Our teaching on ABGs is based on 1940s lab technology, when we could not measure things like albumin or lactate. This led to a high number of unmeasured anions that were grouped as the ‘anion gap’. We are also taught at medical school and on ALS to follow a 5 step approach, which does not take into account some pretty important determinants of blood pH. I recently came across EmCrit’s podcast on Acid Base and it has revolutionised my understanding.
Firstly, plain old bicarbonate is not a very useful value on an ABG. The body has an endless capacity to produce H+ and bicarbonate ions depending on the chemical environment. They are dependent variables. What we actually want to know are the independent variables that determine the levels of H+ and bicarbonate. It turns out that there are four sources, which we will look at in an example.
The base excess is a much more handy tool in the ABG box. The base excess is the amount of acid you need to add to the blood to bring it back to a pH of 7.4, assuming that the PCO2 of the blood were actually 40 mmHg.
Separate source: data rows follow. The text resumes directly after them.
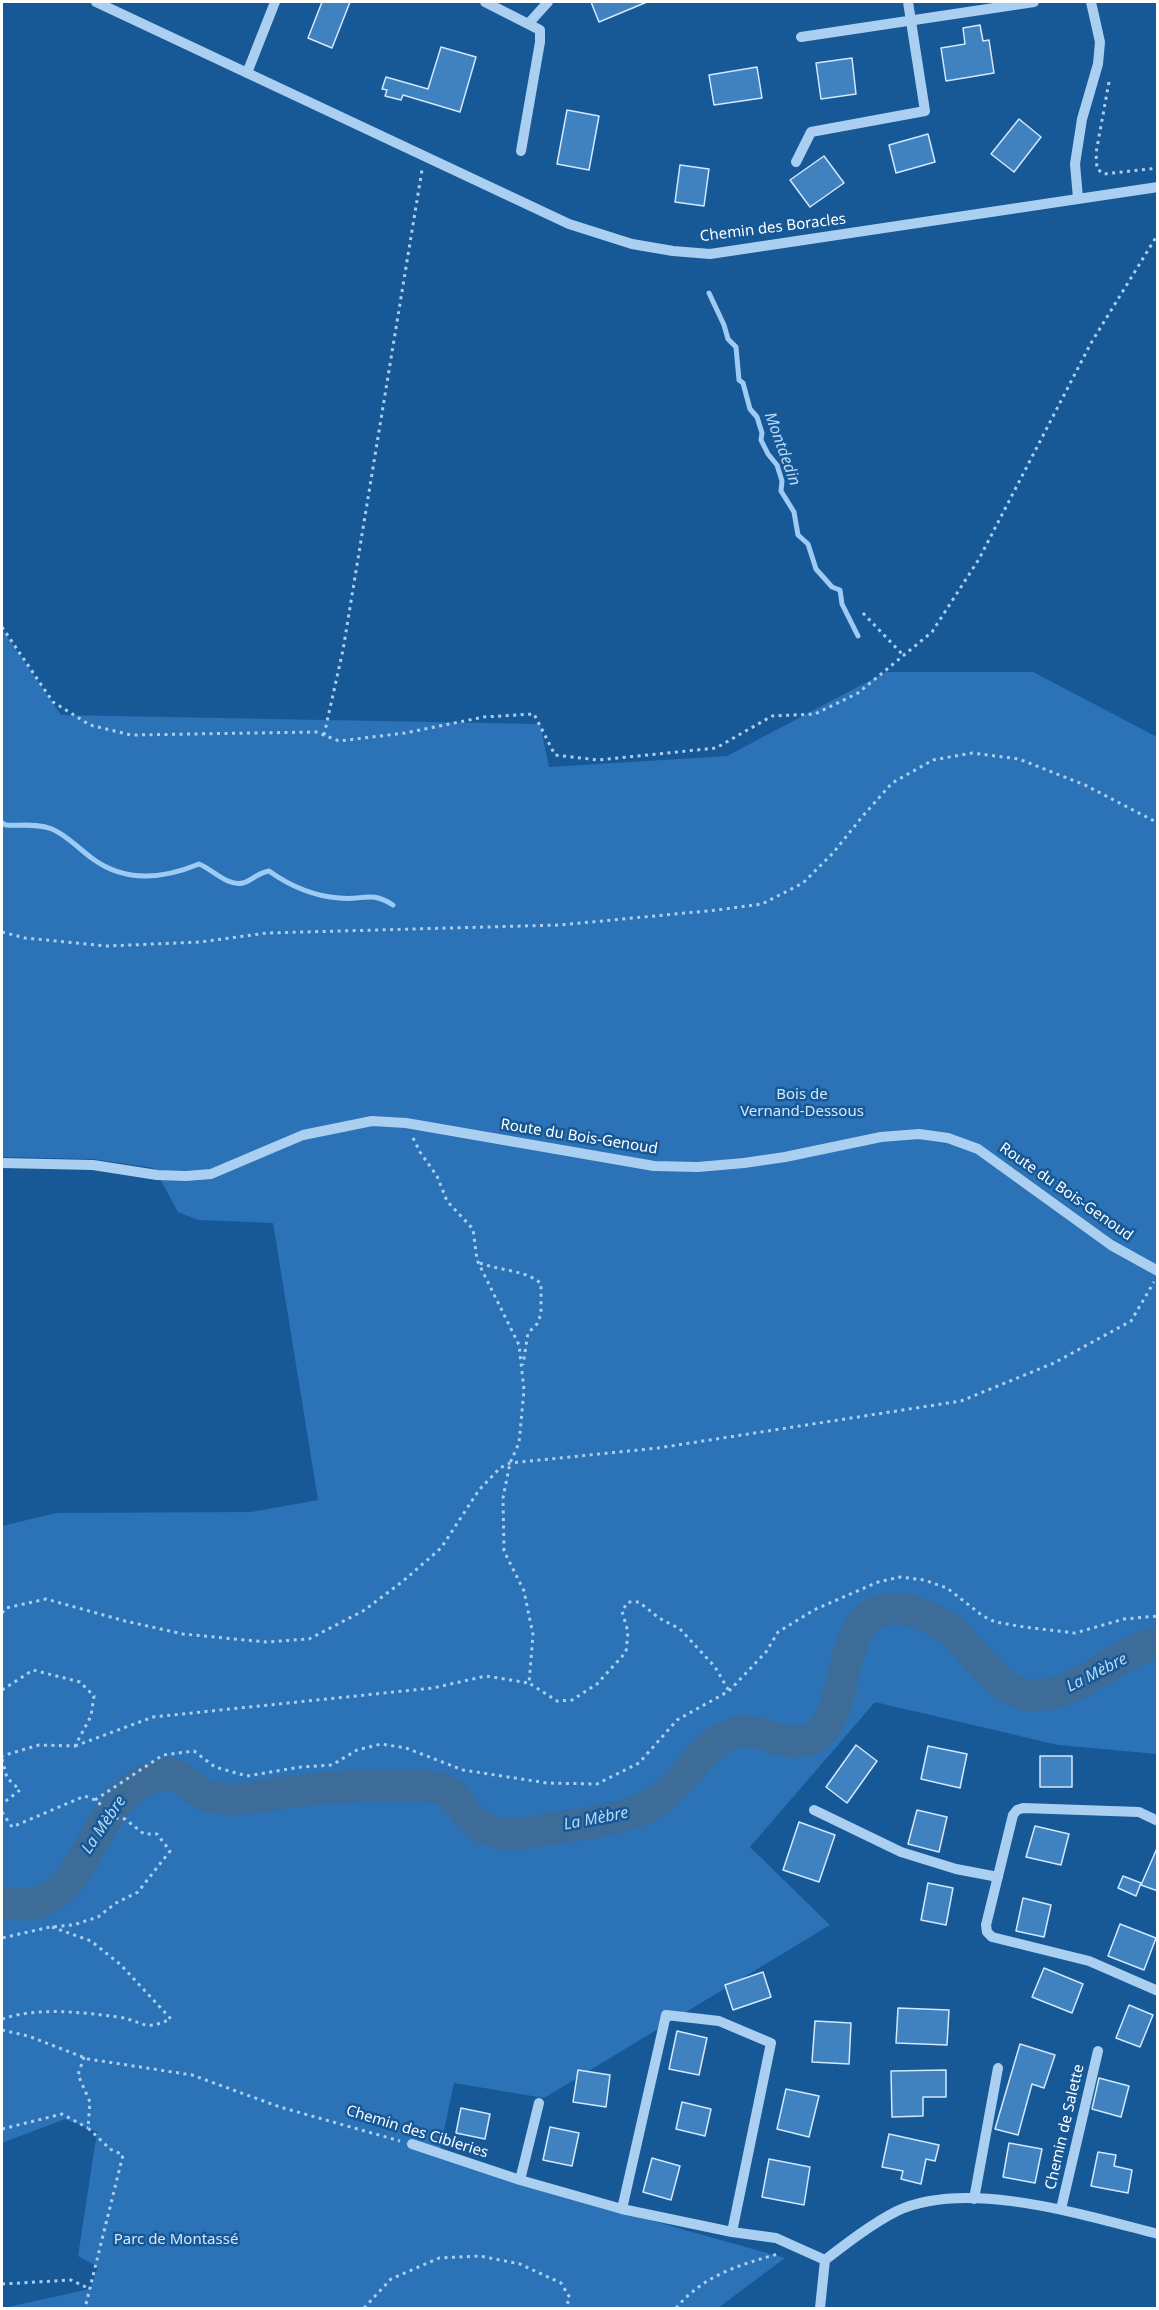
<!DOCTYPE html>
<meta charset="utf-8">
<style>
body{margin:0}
#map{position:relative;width:1159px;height:2310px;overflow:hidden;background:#175897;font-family:"Noto Sans",sans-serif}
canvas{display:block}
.frame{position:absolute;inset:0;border:3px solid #fff;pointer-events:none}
</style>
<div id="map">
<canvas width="1159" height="2310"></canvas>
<div class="frame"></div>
</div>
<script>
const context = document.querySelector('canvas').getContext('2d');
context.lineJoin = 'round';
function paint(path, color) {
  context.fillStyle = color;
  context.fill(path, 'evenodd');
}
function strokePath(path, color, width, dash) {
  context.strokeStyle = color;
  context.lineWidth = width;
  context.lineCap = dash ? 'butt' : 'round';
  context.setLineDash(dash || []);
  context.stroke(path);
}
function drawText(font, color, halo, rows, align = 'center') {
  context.font = font + ' "Noto Sans",sans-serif';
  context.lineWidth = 5;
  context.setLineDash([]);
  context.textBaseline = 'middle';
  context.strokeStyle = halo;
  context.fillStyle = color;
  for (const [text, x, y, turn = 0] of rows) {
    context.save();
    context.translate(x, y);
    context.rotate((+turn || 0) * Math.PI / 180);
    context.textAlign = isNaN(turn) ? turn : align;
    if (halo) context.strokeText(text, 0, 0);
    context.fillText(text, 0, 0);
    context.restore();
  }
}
paint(new Path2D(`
 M2 629 61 715 540 724 549 767 727 756 886 672H1033L1157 737V1754L1058 1745 875 1702 750 1847 830 1925 544 2098 454 2083 440 2150 499 2178 785 2258 718 2308H3L90 2289 98 2267 78 2256 97 2132 65 2119 2 2143V1526L56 1513 251 1512 318 1500 273 1223 198 1220 178 1212 154 1168 93 1159 2 1157Z`), '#2b72b6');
strokePath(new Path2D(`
 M709 293 724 325 728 339 736 347 739 380 743 383 750 409 757 417 762 433 761 440 768 454 777 465 782 481 781 491 794 512 798 535 808 544 816 569 832 587 840 590 842 604 858 636
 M2 823 6 825C21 826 37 823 52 829 68 836 79 849 93 859 126 883 163 879 199 864 212 869 228 887 243 883 251 881 257 873 269 871 290 886 312 896 339 898 363 901 370 890 393 905`), '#9dcbf4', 5);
strokePath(new Path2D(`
 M2 1904C15 1904 31 1906 43 1901 93 1879 94 1798 153 1777 155 1777 165 1773 167 1773 180 1773 192 1789 203 1794 213 1799 226 1799 237 1799 254 1799 270 1794 286 1792 331 1787 389 1782 434 1787 459 1790 461 1814 480 1826 488 1831 497 1833 507 1834 523 1835 540 1830 556 1828 581 1824 607 1822 632 1813 649 1808 666 1795 678 1782 694 1766 707 1744 729 1735 758 1723 783 1750 811 1739 852 1722 833 1624 883 1610 895 1606 906 1609 918 1613 930 1618 945 1624 954 1633 975 1652 999 1693 1029 1695 1078 1699 1113 1653 1158 1642`), '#3e6c99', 32);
const building = new Path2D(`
 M322 2H350L332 48 308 38Z
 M591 2H647L599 22Z
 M980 25 983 41 989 40 994 73 946 81 941 48 965 44 963 28Z
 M441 47 476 57 460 112 403 95 401 100 385 96 387 90 382 89 386 77 428 89Z
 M852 58 856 94 821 99 816 63Z
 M757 67 762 98 714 105 709 75Z
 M567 110 599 116 589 170 557 164Z
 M1019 119 1041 137 1014 172 991 154Z
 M928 134 935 162 896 173 889 145Z
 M824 156 844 183 810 207 790 180Z
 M680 165 709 169 704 206 675 202Z
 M856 1745 877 1761 847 1803 826 1787Z
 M928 1746 967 1754 960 1788 921 1779Z
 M1040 1756H1072V1787H1040Z
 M917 1810 947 1817 939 1852 908 1844Z
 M799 1822 835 1835 819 1882 783 1870Z
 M1035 1826 1069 1834 1061 1865 1026 1857Z
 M1158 1846V1891L1141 1885Z
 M1123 1876 1141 1883 1136 1896 1118 1888Z
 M928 1883 953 1888 946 1925 921 1920Z
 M1023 1898 1051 1905 1044 1937 1016 1931Z
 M1120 1924 1156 1938 1144 1970 1108 1956Z
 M1044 1968 1083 1984 1072 2013 1032 1997Z
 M763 1972 771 1997 733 2010 725 1985Z
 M1129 2005 1153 2015 1140 2047 1116 2038Z
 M898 2008 949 2010 947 2045 896 2043Z
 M815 2021 851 2023 849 2064 812 2062Z
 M677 2031 707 2038 699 2075 669 2069Z
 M1020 2044 1055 2055 1044 2088 1032 2084 1018 2135 995 2129Z
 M578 2070 610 2075 606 2107 573 2102Z
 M946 2070V2097H923V2116L892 2117 891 2071Z
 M1099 2078 1129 2086 1121 2117 1092 2109Z
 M786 2089 819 2096 809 2137 777 2129Z
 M682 2102 711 2109 705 2136 676 2129Z
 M461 2108 490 2114 485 2139 456 2133Z
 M550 2127 579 2133 572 2166 543 2160Z
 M889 2134 939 2145 935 2161 926 2159 921 2184 901 2179 903 2171 882 2167Z
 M1009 2143 1042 2149 1035 2183 1003 2177Z
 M1098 2152 1116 2155 1114 2166 1132 2170 1128 2193 1091 2186Z
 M652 2158 680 2166 671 2200 643 2192Z
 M769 2159 810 2167 804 2205 762 2197Z`);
paint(building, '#4081bf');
strokePath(building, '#d2e8fc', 1.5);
strokePath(new Path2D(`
 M1109 82 1096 153 1097 169 1104 174 1158 168
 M863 613 904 656
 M2 627 53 702 90 725 131 735 316 732 339 741 405 733 484 717 534 714 555 755 598 760 716 748 772 716 815 714 858 693 932 632 979 559 1091 343 1158 234
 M324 735 343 650 422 170
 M2 932 25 938 107 946 200 942 267 933 560 925 717 910 762 904 803 883 833 853 862 817 892 783 933 760 972 753 1019 759 1085 785 1158 823
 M413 1138 420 1152 437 1176 447 1201 473 1229 477 1260 519 1345 524 1390 519 1443 510 1463 503 1498 504 1551 524 1591 533 1635 529 1683 557 1701 572 1700 597 1684 626 1652 628 1632 622 1611 628 1602H639L659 1618 680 1629 715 1667 729 1691
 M480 1263C497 1270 530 1271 541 1284V1314L537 1324 528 1333 523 1365
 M2 1613 6 1608 46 1599 125 1621 183 1634 266 1642 309 1639 363 1611 402 1582 441 1548 479 1490 500 1468 510 1463 658 1448 961 1401 1054 1363 1131 1321 1154 1282
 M2 1690 33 1670 80 1682 94 1696 91 1716 75 1746 39 1745 2 1756
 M75 1746 153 1717 433 1688 486 1676 529 1683
 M2 1759 7 1778 20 1790 2 1804
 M95 1800 163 1755 194 1751 215 1767 247 1776 301 1767 332 1765 357 1750 381 1744 406 1748 463 1770 547 1783 597 1784 639 1763 677 1720 729 1691 766 1652 778 1632 814 1610 878 1582 900 1577 924 1580 947 1588 983 1616 995 1622 1024 1627 1075 1633 1124 1619 1158 1616
 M2 1812 12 1827 85 1796 95 1800 117 1818 125 1819 144 1834H157L170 1851 138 1892 116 1903 98 1917 73 1925 50 1927 2 1938
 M2 2019C38 2007 80 2012 118 2017 145 2021 141 2032 171 2019L121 1965 91 1941 52 1927
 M2 2030 28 2036 88 2059 192 2075 280 2107 400 2141
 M84 2057 78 2075 90 2102 88 2128 110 2149 123 2155 85 2308
 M2 2129 62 2114 88 2128
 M2 2284 71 2280 90 2289
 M364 2308 391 2279 439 2258 480 2256 520 2264 561 2283 570 2298 565 2308
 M676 2308C703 2276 738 2265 778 2254`), '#abcff1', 3, [3, 4.5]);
strokePath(new Path2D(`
 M96 2 569 224 632 244 673 251 710 254 1158 187
 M485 2 540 30V42L521 151
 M529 23 548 2
 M801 37 1034 2
 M247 73 275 2
 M796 162 811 132 925 111 908 2
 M1078 198 1075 164 1082 119 1098 64 1100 42 1091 2
 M2 1163 93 1165 157 1175 186 1176 211 1174 303 1135 372 1121 406 1123 654 1166 698 1167 744 1163 785 1157 881 1137 919 1134 948 1138 978 1149 1111 1245 1158 1271
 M814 1810 901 1852 956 1869 998 1877
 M1158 1821 1139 1812 1023 1808 1017 1810 1013 1815 986 1925 987 1932 992 1937 1089 1961 1158 1991
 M412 2144 520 2180 622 2209 732 2232 776 2238 825 2260
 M520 2180 539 2103
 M974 2199 998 2068
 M622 2209 666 2015 719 2021 771 2043 732 2232
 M1061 2209 1098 2051
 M820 2308 825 2260C847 2243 873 2223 897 2211 967 2178 1087 2216 1158 2234`), '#abcff1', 10);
drawText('15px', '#fff', '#175897', [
 ["Chemin des Boracles",773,228,-7],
 ["Route du Bois-Genoud",579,1137,9],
 ["Route du Bois-Genoud",1066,1192,35],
 ["Chemin de Salette",1065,2127,-77],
 ["Chemin des Cibleries",417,2132,17]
]);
drawText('15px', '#d2e8fc', '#175897', [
 ["Bois de",802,1095],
 ["Vernand-Dessous",802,1112],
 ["Parc de Montassé",176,2240]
]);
drawText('italic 16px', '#b7d9f8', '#175897', [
 ["Montdedin",782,449,70],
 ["La Mèbre",1097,1673,-27],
 ["La Mèbre",596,1819,-11],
 ["La Mèbre",104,1825,-56]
]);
</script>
This means that the respiratory component is taken out, and so the base excess is a pure metabolic indicator of acid/base status.
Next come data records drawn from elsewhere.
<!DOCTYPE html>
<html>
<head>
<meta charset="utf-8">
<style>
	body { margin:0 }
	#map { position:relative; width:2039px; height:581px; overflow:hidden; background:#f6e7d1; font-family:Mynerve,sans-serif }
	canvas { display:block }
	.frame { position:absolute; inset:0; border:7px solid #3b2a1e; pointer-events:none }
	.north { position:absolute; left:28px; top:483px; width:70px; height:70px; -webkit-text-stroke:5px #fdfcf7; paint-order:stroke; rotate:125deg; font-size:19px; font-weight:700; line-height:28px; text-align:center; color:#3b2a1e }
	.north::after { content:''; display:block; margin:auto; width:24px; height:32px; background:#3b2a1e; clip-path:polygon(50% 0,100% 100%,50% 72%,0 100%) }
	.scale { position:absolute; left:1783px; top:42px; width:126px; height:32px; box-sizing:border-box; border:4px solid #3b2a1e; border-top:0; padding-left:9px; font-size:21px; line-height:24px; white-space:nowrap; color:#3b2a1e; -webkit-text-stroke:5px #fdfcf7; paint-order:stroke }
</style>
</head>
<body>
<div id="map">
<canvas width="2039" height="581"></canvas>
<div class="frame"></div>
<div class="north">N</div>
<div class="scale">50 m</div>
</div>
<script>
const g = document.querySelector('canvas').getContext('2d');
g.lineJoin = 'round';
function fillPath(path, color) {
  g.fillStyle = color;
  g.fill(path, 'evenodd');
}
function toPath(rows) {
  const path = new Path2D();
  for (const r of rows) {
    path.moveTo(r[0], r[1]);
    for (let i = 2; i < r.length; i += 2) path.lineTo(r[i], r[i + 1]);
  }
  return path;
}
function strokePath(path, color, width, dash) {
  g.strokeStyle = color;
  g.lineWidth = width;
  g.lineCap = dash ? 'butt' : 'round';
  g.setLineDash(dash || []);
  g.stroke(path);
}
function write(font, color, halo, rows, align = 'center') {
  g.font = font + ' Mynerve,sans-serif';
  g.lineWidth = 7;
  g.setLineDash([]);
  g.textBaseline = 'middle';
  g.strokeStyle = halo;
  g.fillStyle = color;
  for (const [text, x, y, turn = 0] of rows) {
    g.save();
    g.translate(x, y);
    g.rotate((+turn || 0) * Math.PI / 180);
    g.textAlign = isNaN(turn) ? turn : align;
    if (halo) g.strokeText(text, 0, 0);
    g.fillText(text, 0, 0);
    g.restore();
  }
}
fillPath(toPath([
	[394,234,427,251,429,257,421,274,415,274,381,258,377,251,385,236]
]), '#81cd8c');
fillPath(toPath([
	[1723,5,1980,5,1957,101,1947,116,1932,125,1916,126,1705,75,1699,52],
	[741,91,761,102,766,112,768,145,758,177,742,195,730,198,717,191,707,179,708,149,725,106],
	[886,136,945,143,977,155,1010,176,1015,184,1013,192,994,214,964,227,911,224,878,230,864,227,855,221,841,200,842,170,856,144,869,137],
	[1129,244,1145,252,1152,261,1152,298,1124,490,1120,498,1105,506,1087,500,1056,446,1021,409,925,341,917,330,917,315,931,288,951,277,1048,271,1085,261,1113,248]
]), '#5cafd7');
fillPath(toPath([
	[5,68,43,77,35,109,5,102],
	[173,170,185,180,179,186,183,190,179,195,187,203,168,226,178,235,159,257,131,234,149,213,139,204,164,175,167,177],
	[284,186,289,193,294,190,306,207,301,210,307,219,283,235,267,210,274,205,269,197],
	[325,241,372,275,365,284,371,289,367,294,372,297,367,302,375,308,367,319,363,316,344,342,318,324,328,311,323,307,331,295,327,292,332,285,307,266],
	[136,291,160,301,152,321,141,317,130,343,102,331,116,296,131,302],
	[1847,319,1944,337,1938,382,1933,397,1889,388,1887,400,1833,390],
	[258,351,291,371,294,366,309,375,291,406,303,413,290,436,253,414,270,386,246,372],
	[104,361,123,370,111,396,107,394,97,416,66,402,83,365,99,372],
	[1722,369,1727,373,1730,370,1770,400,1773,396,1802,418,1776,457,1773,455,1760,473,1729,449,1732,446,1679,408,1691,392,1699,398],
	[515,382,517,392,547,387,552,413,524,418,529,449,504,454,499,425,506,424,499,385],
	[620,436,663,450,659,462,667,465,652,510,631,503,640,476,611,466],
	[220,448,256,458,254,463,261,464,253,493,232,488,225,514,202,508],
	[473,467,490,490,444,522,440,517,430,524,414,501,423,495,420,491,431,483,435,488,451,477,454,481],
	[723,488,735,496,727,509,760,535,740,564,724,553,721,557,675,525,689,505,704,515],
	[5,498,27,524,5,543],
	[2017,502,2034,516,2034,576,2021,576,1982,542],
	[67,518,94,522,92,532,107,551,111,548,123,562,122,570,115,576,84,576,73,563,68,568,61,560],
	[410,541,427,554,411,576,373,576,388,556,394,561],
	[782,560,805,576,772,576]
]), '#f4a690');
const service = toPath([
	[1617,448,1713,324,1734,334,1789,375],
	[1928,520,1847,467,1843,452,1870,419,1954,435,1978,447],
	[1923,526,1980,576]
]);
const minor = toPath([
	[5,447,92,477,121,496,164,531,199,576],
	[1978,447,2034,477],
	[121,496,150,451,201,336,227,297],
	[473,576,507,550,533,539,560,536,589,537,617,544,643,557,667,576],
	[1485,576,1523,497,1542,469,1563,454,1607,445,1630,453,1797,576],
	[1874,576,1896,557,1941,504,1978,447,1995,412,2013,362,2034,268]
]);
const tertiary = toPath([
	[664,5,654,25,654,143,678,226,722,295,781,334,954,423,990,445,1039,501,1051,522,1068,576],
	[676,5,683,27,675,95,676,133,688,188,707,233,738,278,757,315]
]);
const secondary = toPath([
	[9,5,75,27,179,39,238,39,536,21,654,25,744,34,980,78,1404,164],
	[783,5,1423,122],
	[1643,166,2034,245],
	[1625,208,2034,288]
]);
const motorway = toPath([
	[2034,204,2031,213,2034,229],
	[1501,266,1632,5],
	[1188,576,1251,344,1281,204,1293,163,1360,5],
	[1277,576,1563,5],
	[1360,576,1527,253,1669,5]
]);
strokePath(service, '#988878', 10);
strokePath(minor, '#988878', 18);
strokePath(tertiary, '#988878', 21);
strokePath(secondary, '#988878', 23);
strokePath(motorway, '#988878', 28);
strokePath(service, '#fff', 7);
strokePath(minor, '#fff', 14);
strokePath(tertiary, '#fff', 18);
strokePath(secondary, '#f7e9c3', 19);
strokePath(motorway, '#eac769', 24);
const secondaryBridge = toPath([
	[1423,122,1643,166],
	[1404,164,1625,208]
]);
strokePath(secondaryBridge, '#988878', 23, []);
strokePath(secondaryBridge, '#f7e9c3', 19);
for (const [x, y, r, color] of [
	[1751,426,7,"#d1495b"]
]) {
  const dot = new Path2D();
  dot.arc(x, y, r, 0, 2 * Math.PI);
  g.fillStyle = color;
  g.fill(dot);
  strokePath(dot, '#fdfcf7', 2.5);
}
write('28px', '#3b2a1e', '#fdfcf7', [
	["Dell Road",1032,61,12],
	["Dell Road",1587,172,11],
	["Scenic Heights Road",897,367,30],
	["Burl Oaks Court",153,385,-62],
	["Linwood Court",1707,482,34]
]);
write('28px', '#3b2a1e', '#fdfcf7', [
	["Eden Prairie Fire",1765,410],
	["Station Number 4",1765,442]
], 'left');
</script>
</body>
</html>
Once you get your ABG results, look at the base excess. The normal range is -2 to +2. Your task is to account for anything abnormal. Let’s go through an example.
Say the base excess is -10. You need to find why we are lacking 10mmol of base, or in other words why we have 10mmol too much acid. I said earlier there are four sources that explain all acid/base changes, so let’s go through them.
The first is the Strong Ion Difference. This can be simplified as the difference between [Na] and [Cl]. The normal difference is 38 (based on serum [Na] = 140, [Cl] = 102). Any decrease in this difference leads to acidosis. A SID of say 32 explains 6 mmol of acid, as this is 6 less than 38. This is particularly important when it comes to IV fluids, especially saline 0.9% which has a SID of 0 ([Na] = 154, [Cl] = 154). Just 2L saline 0.9% in 24 hours can cause an acidosis.
The second is albumin, which is actually a weak acid. Take 42 g/L as normal, and every 1g increase above that explains 2.5 mmol of acid.
The third is lactate. A value of 3.5 mmol explains 3.5mmol of acid.
The final groups are the things which you normally put in your raised anion gap, like ketones, aspirin, ethylene glycol etc. Note lactate is already accounted for.
The beauty of using this quantitative approach is that you have accounted for every single mmol of acid/base. For example, patients recovering from DKA can remain acidotic not because of ketones, but because of the crazy volumes of saline administered. Armed with your quantitative approach, you can look at the electrolyte levels and prove to yourself (and your stressed registrar) that the acidosis is explained by too much chloride.
(This is a simplification – see http://www.acid-base.com/strongion.php for a fuller story. The strong ion difference should be [Na] + [K] + [Mg] + [Ca] – [Cl] and [other anions], and the other weak acids along with albumin include phosphate. The raised phosphate in CKD may partially explain the acidosis that is typical of the disease, although the failure to excrete the usual 1 meq/kg/day of acid generated by the metabolism of sulphur containing amino acids is probably the dominant mechanism there. However, this method is applicable clinically and sticks in the memory nicely. Try using it to analyse the next few ABGs you see and it quickly becomes second nature).